The Distribution Function of the Longest Path Length in Constant Treewidth DAGs with Random Edge Length

This paper is about the length $X_{\rm MAX}$ of the longest path in directed acyclic graph (DAG) $G=(V,E)$ that have random edge lengths, where $|V|=n$ and $|E|=m$. Especially, when the edge lengths are mutually independent and uniformly distributed, the problem of computing the distribution function $\Pr[X_{\rm MAX}\le x]$ is known to be $#$P-hard even in case $G$ is a directed path. This is because $\Pr[X_{\rm MAX}\le x]$ is equal to the volume of the knapsack polytope, an $m$-dimensional unit hypercube truncated by a halfspace.
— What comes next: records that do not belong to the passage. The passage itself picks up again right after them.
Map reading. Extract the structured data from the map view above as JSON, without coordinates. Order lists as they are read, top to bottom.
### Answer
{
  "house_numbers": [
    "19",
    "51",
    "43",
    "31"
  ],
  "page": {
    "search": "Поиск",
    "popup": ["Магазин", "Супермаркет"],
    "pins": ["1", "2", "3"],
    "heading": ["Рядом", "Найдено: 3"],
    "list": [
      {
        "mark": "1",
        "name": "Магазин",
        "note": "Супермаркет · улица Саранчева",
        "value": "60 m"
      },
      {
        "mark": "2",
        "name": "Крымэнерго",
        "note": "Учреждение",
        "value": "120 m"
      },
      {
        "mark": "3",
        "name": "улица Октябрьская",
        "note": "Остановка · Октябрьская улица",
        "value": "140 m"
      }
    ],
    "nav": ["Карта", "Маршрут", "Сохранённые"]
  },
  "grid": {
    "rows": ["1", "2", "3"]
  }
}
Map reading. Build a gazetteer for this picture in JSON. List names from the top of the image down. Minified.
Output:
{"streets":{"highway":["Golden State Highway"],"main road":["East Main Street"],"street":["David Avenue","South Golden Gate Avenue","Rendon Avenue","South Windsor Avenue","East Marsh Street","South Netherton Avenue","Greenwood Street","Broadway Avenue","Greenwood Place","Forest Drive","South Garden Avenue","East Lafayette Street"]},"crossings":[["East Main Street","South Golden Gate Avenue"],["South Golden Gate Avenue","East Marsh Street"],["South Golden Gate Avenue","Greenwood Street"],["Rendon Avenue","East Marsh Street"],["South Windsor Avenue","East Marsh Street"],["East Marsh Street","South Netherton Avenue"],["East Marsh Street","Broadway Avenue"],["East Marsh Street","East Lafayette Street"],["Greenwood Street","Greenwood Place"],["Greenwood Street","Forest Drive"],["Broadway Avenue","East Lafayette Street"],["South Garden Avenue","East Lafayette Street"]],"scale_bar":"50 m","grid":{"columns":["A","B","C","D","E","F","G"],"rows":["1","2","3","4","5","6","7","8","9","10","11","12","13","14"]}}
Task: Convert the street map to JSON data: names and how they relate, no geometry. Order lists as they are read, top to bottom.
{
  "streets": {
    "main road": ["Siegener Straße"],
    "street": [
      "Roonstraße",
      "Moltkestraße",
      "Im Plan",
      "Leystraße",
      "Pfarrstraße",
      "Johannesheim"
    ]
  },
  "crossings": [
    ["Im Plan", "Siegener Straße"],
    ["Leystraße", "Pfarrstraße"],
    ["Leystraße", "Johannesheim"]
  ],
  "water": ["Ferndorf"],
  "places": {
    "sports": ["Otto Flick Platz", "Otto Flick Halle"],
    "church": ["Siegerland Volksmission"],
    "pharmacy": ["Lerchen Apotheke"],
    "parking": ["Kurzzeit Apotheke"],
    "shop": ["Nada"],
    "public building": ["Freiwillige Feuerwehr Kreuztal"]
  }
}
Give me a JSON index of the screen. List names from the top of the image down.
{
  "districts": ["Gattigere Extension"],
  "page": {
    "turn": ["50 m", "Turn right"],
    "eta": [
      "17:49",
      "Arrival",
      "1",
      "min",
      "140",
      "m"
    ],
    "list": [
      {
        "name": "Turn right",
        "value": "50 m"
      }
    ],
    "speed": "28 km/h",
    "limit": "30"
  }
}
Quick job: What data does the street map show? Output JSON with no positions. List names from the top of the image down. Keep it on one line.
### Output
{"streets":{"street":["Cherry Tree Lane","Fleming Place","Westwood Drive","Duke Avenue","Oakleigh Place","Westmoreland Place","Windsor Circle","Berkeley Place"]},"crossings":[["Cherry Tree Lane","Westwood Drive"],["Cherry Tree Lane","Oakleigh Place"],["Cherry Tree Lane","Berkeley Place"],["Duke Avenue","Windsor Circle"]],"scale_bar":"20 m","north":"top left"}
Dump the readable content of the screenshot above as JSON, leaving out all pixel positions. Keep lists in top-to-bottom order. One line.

In this paper, we show that there is a {\em deterministic} fully polynomial time approximation scheme (FPTAS) for computing $\Pr[X_{\rm MAX}\le x]$ in case the treewidth of $G$ is bounded by a constant $k$, where there may be exponentially many $s-t$ paths in $G$. The running time of our algorithm is $O((3k+2)^2 n(\frac{(6k+6)mn}{\epsilon})^{9k^2+15k+6})$ to achieve a multiplicative approximation ratio $1+\epsilon$. On the way to show our FPTAS, we show a fundamental formula that represents $\Pr[X_{\rm MAX}\le x]$ by at most $n-1$ repetition of definite integrals. This also leads us to more results. In case the edge lengths obey the mutually independent standard exponential distribution, we show that there exists a $((6k+4)mn)^{O(k)}$ time exact algorithm. We also show, for random edge lengths satisfying certain conditions, that computing $\Pr[X_{\rm MAX}\le x]$ is fixed parameter tractable if we choose treewidth $k$, the additive error $\epsilon'$ and $x$ as the parameters.